The second appointment of Lord Malmesbury, in himself unexceptionable, was not calculated to in­spire the French with confidence, or to conciliate their good will. With or without a reason, they suspected and distrusted him. The Directory said, that ‘another choice would have augured more fa­vourably for the speedy conclusion of a peace.’ Lord Grenville said, ‘that this remark of the Di­rectory was certainly not of a nature to require any answer.’ The strict right of our Government to choose their Ambassador is not denied, nor was it dis­puted by the French. But, in human dealing, strict right is very often more offensive than injury, because it furnishes no regular cause of complaint, especially if it be of no real or important use to the party that asserts it; and still more, if it be harshly or super­ciliously maintained.
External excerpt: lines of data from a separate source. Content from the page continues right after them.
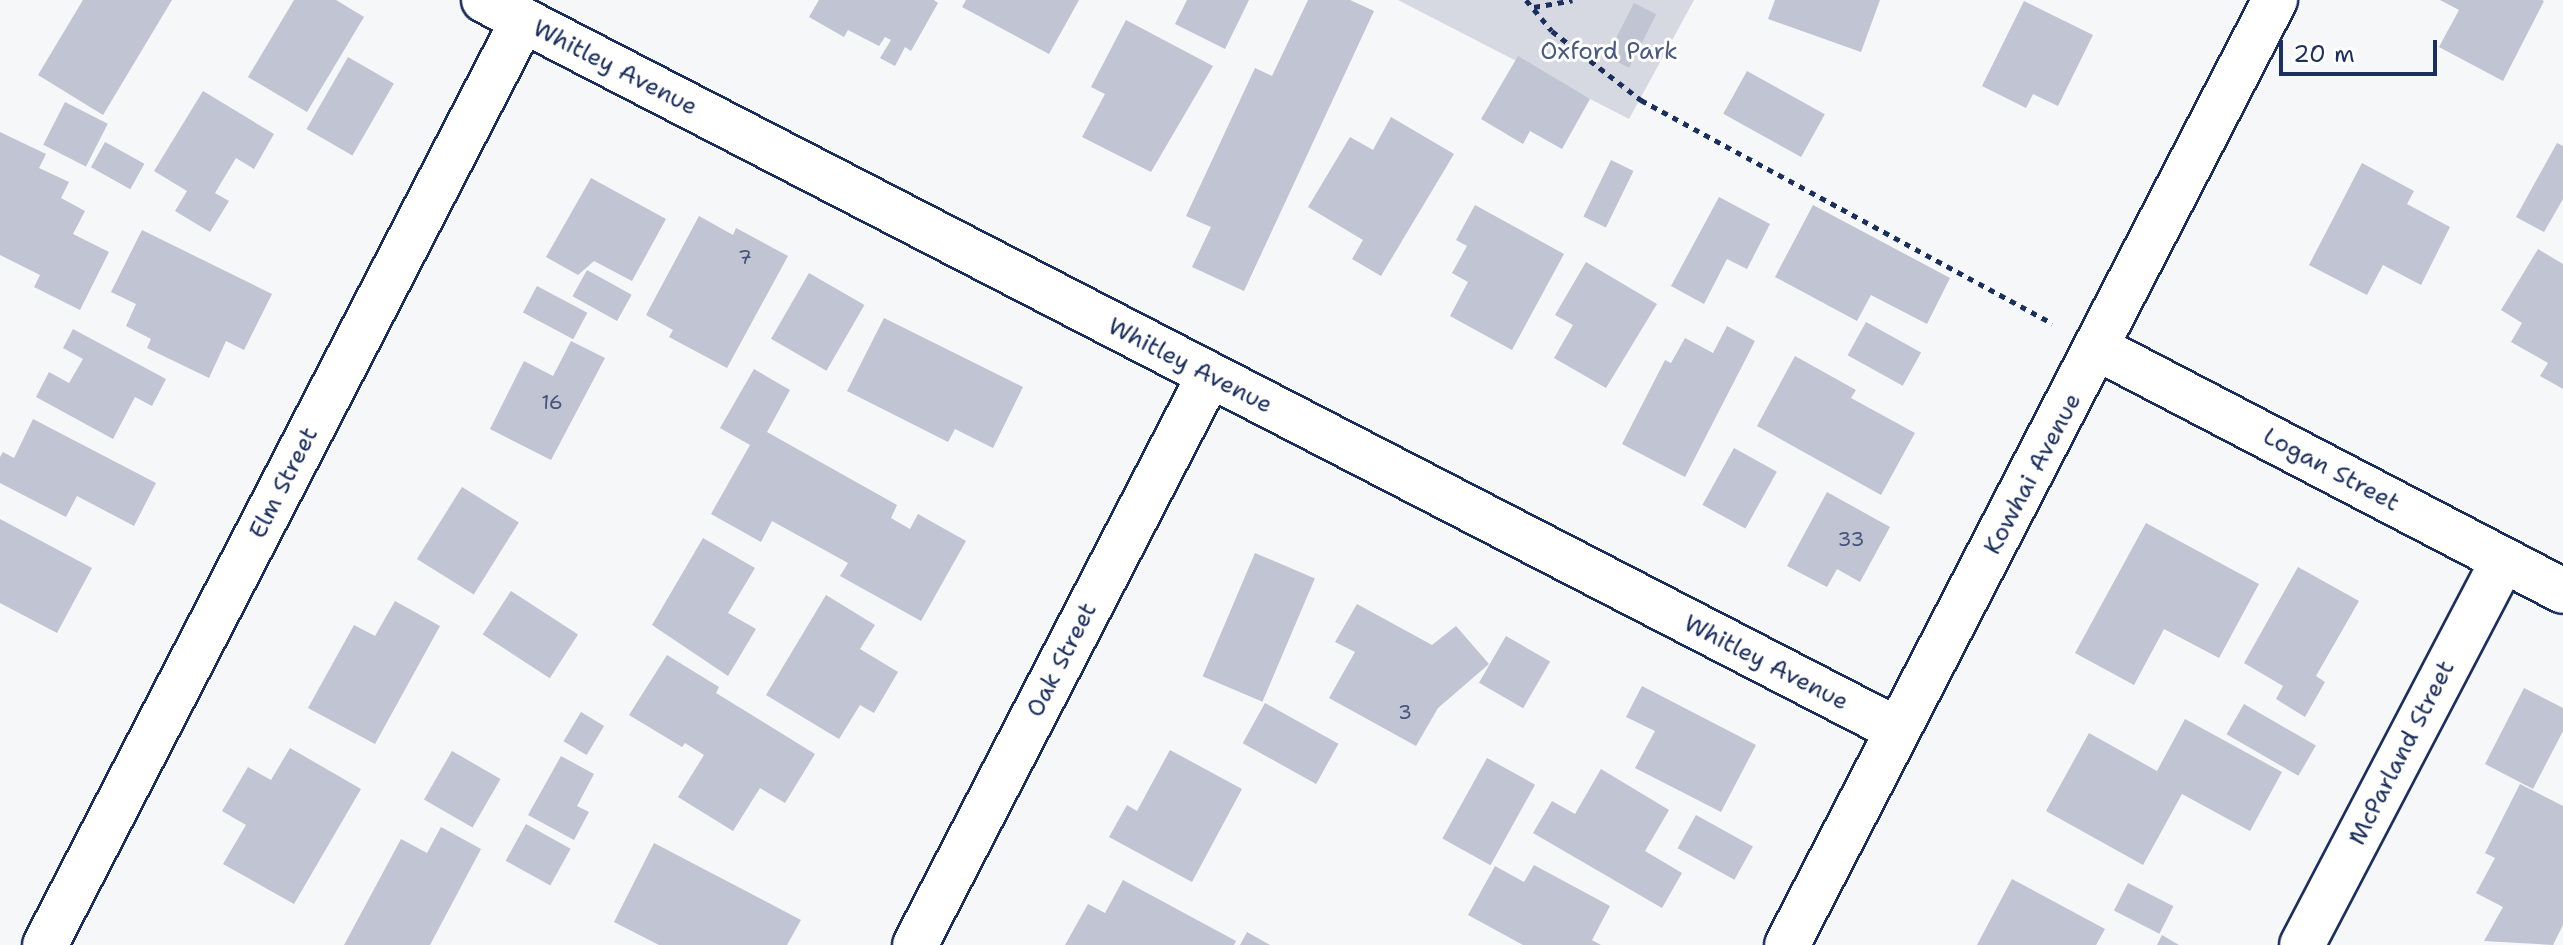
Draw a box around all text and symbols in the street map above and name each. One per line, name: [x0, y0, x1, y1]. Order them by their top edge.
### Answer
street label: Whitley Avenue: [528, 14, 702, 122]
scale bar: [2283, 24, 2441, 74]
park label: Oxford Park: [1540, 38, 1678, 66]
text: 20 m: [2293, 38, 2355, 70]
house number: 7: [738, 245, 752, 269]
street label: Whitley Avenue: [1103, 312, 1277, 420]
street label: Kowhai Avenue: [1978, 388, 2088, 560]
house number: 16: [541, 390, 563, 414]
street label: Elm Street: [244, 422, 324, 544]
street label: Logan Street: [2258, 422, 2404, 518]
house number: 33: [1838, 527, 1864, 551]
street label: Oak Street: [1021, 598, 1103, 722]
street label: Whitley Avenue: [1679, 609, 1853, 717]
street label: McParland Street: [2343, 656, 2461, 850]
house number: 3: [1398, 700, 1412, 724]

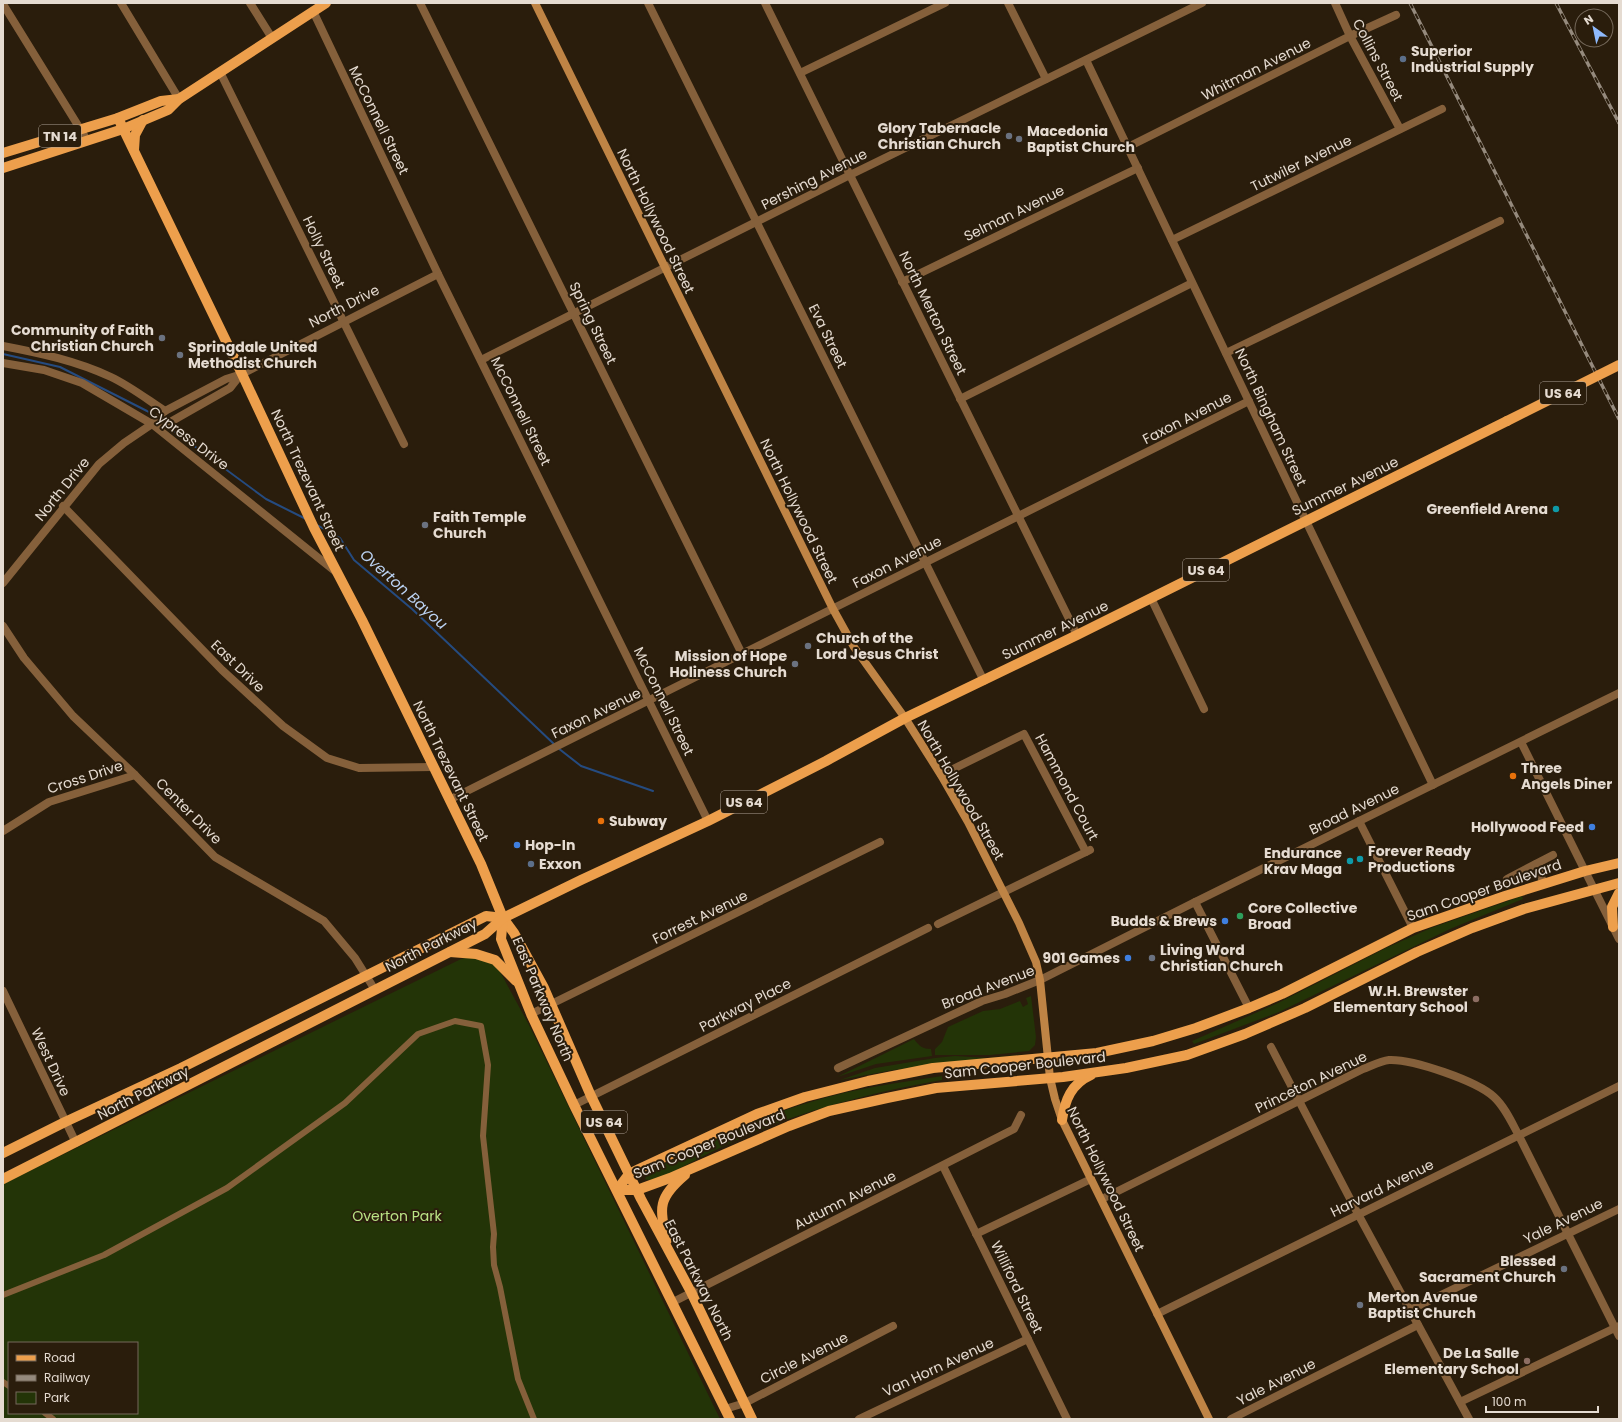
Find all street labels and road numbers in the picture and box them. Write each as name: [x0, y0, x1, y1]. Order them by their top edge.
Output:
street label: Collins Street: [1348, 15, 1408, 105]
street label: Whitman Avenue: [1198, 33, 1314, 105]
street label: McConnell Street: [344, 62, 414, 178]
road number: TN 14: [39, 125, 81, 147]
street label: Tutwiler Avenue: [1247, 130, 1355, 196]
street label: Pershing Avenue: [758, 144, 871, 214]
street label: North Hollywood Street: [612, 145, 700, 297]
street label: Selman Avenue: [960, 180, 1068, 246]
street label: Holly Street: [298, 212, 350, 292]
street label: North Merton Street: [894, 248, 972, 378]
street label: Spring Street: [564, 278, 622, 368]
street label: North Drive: [305, 279, 383, 332]
street label: Eva Street: [804, 301, 852, 371]
street label: North Bingham Street: [1230, 345, 1312, 489]
street label: McConnell Street: [486, 353, 556, 469]
road number: US 64: [1540, 382, 1586, 404]
street label: Faxon Avenue: [1139, 387, 1235, 449]
street label: Cypress Drive: [145, 401, 233, 475]
street label: North Trezevant Street: [266, 406, 350, 554]
street label: North Hollywood Street: [755, 435, 843, 587]
street label: Summer Avenue: [1288, 451, 1402, 520]
street label: North Drive: [30, 453, 94, 525]
street label: Faxon Avenue: [849, 531, 945, 593]
road number: US 64: [1183, 559, 1229, 581]
street label: Summer Avenue: [998, 595, 1112, 664]
street label: East Drive: [207, 635, 270, 697]
street label: McConnell Street: [629, 643, 699, 759]
street label: Faxon Avenue: [548, 683, 644, 743]
street label: North Trezevant Street: [408, 697, 494, 845]
street label: North Hollywood Street: [913, 716, 1009, 864]
street label: Hammond Court: [1030, 730, 1104, 844]
street label: Cross Drive: [45, 755, 126, 799]
street label: Center Drive: [151, 773, 227, 849]
street label: Broad Avenue: [1306, 778, 1403, 839]
road number: US 64: [721, 791, 767, 813]
street label: Sam Cooper Boulevard: [1404, 854, 1564, 926]
street label: Forrest Avenue: [649, 885, 751, 949]
street label: North Parkway: [382, 913, 480, 977]
street label: East Parkway North: [508, 934, 578, 1064]
street label: Broad Avenue: [939, 960, 1038, 1014]
street label: Parkway Place: [696, 973, 795, 1037]
street label: West Drive: [26, 1024, 76, 1100]
street label: Princeton Avenue: [1252, 1046, 1371, 1118]
street label: Sam Cooper Boulevard: [943, 1047, 1107, 1083]
street label: North Parkway: [94, 1061, 192, 1125]
street label: North Hollywood Street: [1062, 1103, 1150, 1255]
street label: Sam Cooper Boulevard: [630, 1104, 788, 1184]
road number: US 64: [581, 1111, 627, 1133]
street label: Harvard Avenue: [1327, 1154, 1437, 1222]
street label: Autumn Avenue: [791, 1165, 900, 1234]
street label: Yale Avenue: [1520, 1193, 1606, 1249]
street label: East Parkway North: [660, 1216, 738, 1344]
street label: Williford Street: [986, 1237, 1048, 1337]
street label: Circle Avenue: [757, 1327, 852, 1389]
street label: Van Horn Avenue: [879, 1332, 997, 1402]
street label: Yale Avenue: [1233, 1353, 1319, 1410]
To justify the Minister in breaking off the negoti­ation, he is bound to prove, not only that the de­mands of the French were unjust and unreasonable, for such they might be in articles of no consequence, but that they could not be granted without such danger, as exceeded the risk, and outweighed the consequences of continuing the war.

1. The French Plenipotentiaries objected to the title of King of France assumed by His Majesty. They said it was essential to the full acknowledge­ment of their Republic, that this regal title should not exist any where. Lord Malmesbury endeavoured to make them feel, but without success, that it was cavil­ling for a mere word!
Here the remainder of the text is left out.